For partners managing large NCE portfolios, the operational risk is portfolio-wide. Subscriptions with Autorenew = False, customers approaching term end without confirmed intent, and pending transitions that have not yet been reviewed can all generate avoidable charges in reconciliation files.
The most effective way to manage this exposure is proactive visibility — identifying which subscriptions are EST Eligible, Pending EST, or already in EST before costs begin accumulating.
Partners managing NCE portfolios at scale can find a more detailed operational breakdown in the CloudBlue blog article [link to the blog article].
Related terms
Microsoft New Commerce Experience (NCE) Microsoft’s modernised commerce framework for purchasing and managing cloud subscriptions through the CSP program, introducing annual and monthly term commitments with defined renewal and cancellation rules.
Partner of Record (PoR) The registered partner associated with a customer subscription, responsible for managing the relationship, billing and support within the Microsoft CSP ecosystem.
Auto-renewal: A subscription setting that determines whether a subscription automatically continues into a new term at expiration. Under NCE EST rules, disabling autorenew does not prevent EST transition unless an explicit cancellation is also submitted.
Microsoft Cloud Solution Provider (CSP) Program: The Microsoft partner program through which resellers and distributors purchase, manage and bill Microsoft cloud products and services on behalf of customers.
Renewal management: The operational process of tracking subscription term end dates, confirming customer intent, and executing renewal, cancellation or continuation decisions before deadlines.
Proration: The calculation of charges based on partial period usage. EST billing is prorated, meaning partners pay only for the days a subscription remains in the extended state.
FAQ
What are Microsoft Extended Service Terms (EST)?
Microsoft Extended Service Terms (EST) is a paid monthly continuation for NCE subscriptions that reach term end without an explicit renewal or cancellation. It replaces the previous 30-day free grace period and applies to subscriptions purchased or renewed after April 1, 2025.
How much does EST cost?
Most EST subscriptions are billed at the standard monthly rate plus a 3% uplift. Specialised SKUs without a monthly equivalent are billed at a 23% exception uplift. EST billing is prorated — partners pay only for the days the subscription remains in EST.
What happens if autorenew is set to false in NCE?
Setting Autorenew = False no longer prevents billing under EST enforcement. Microsoft will automatically schedule an EST transition within 24 hours unless an explicit hard cancel is submitted. Partners who intend to end service must issue a cancellation request, not simply disable auto-renewal.
Can a subscription in EST be transferred to another partner?
No. Subscriptions in an active EST state are not eligible for Partner-to-Partner (P2P) transfers. The subscription must first be converted back to a standard base SKU before a transfer can be initiated.
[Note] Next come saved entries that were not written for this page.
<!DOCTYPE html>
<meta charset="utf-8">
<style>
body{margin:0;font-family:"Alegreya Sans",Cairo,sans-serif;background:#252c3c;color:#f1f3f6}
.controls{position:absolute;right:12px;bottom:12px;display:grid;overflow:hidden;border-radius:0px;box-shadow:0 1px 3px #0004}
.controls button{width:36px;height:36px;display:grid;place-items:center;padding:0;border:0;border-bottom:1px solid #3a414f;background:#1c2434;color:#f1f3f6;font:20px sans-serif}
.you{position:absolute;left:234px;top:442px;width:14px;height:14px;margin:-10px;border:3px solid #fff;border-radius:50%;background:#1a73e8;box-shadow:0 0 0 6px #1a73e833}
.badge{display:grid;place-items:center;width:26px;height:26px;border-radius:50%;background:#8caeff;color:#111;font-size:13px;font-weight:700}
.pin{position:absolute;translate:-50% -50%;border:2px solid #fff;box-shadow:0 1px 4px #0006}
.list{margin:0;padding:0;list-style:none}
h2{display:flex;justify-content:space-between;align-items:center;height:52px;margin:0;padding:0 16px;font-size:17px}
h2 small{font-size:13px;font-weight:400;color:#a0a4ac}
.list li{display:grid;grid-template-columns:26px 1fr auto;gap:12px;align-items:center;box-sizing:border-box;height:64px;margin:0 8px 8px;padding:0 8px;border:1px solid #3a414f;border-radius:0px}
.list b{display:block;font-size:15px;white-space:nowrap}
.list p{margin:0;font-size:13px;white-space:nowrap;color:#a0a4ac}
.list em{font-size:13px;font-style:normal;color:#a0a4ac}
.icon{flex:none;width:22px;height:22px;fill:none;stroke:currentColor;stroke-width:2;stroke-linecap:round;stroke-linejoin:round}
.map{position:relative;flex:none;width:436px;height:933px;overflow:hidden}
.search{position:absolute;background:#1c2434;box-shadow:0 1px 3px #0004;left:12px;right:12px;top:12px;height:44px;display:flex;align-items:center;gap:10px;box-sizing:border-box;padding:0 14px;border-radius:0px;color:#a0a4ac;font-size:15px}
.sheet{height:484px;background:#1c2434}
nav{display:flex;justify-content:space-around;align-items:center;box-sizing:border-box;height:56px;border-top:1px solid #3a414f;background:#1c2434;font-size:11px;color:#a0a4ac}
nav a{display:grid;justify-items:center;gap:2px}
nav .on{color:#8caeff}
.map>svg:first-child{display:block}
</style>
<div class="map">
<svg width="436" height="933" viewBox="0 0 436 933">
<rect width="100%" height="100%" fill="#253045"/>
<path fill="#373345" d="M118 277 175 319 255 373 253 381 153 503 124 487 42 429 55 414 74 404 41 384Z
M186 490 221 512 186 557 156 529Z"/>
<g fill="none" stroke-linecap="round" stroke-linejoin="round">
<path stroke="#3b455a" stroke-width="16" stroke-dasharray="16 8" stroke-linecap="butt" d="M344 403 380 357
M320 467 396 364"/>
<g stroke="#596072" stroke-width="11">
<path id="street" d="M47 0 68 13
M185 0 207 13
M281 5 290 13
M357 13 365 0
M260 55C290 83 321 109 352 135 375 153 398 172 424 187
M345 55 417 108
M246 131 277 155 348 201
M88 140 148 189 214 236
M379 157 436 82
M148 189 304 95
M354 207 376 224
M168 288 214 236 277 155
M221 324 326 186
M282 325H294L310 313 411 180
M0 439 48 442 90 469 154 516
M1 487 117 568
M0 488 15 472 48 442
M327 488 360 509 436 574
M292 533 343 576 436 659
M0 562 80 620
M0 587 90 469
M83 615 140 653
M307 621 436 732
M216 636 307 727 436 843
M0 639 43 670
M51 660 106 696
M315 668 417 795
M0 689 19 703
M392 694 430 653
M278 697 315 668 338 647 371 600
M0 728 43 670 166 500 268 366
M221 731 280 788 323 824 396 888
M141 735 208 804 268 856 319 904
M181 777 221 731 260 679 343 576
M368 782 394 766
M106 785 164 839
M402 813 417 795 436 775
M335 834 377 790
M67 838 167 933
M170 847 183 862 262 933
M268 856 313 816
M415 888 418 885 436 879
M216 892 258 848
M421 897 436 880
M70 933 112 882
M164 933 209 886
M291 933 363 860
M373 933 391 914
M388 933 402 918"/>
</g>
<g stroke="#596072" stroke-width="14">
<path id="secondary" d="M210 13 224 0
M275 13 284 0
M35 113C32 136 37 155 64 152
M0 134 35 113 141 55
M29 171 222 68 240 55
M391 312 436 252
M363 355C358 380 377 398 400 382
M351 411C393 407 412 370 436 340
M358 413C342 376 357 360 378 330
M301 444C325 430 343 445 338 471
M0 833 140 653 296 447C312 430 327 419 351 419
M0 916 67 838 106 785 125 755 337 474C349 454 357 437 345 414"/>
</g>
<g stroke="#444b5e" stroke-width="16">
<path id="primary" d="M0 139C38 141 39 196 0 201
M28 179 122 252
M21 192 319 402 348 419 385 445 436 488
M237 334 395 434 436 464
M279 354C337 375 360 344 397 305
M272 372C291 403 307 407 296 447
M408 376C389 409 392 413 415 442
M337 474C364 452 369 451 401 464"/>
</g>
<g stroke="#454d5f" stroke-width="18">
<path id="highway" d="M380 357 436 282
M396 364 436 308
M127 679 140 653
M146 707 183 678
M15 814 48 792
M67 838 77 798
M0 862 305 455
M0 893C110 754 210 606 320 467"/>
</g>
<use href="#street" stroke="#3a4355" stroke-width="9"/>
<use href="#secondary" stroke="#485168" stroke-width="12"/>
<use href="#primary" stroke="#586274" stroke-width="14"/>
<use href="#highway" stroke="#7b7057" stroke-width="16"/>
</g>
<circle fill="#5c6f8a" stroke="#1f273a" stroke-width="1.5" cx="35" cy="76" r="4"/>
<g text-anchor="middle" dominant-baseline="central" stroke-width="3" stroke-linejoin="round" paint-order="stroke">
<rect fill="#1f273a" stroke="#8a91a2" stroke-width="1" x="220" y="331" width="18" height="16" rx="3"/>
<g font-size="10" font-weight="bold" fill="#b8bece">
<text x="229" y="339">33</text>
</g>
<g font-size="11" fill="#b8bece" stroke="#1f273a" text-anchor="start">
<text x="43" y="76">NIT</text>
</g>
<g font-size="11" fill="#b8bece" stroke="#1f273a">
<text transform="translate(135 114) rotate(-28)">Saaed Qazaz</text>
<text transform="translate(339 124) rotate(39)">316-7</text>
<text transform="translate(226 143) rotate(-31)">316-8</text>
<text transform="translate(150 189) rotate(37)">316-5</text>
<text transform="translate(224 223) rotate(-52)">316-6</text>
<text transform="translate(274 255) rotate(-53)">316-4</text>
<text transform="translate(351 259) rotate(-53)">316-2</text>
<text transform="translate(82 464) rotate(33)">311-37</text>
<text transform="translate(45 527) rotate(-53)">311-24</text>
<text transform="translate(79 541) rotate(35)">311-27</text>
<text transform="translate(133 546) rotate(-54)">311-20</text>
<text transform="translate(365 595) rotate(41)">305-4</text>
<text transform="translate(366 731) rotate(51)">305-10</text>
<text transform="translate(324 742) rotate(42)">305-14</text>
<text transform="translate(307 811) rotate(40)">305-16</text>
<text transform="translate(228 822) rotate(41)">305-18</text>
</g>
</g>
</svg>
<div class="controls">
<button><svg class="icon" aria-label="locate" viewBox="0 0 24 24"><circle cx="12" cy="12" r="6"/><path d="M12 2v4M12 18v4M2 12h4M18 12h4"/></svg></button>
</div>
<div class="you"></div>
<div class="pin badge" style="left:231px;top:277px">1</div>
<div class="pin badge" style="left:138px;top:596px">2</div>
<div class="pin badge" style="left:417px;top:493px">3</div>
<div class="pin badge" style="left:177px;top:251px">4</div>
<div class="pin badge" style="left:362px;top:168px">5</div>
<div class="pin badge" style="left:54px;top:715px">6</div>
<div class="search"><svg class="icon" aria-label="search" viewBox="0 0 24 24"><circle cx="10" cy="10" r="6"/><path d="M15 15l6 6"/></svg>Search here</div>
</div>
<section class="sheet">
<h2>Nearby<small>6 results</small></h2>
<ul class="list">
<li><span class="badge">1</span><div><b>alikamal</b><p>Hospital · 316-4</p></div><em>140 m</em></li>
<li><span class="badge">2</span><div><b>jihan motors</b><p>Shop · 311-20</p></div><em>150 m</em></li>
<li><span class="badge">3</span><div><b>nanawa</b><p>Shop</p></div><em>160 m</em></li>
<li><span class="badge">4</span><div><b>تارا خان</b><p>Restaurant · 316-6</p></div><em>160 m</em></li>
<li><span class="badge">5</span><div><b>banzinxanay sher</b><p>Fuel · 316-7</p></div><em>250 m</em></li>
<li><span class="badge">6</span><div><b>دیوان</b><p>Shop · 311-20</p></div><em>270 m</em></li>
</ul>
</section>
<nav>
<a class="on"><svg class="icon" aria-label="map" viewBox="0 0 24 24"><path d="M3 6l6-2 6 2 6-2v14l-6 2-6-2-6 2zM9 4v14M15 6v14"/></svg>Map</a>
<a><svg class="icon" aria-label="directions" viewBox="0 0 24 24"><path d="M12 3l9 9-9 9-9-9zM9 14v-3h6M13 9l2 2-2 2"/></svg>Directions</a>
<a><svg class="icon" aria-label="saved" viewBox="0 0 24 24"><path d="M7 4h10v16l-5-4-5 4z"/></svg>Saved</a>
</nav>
When did Microsoft EST enforcement begin?
EST enforcement became effective on May 4, 2026, for subscriptions purchased or renewed after April 1, 2025.
How can partners identify which subscriptions are affected by EST?
Partners can use portfolio visibility tools such as CloudBlue’s NCE EST Dashboard to identify subscriptions that are EST Eligible, Pending EST or already in EST, and take action before term end.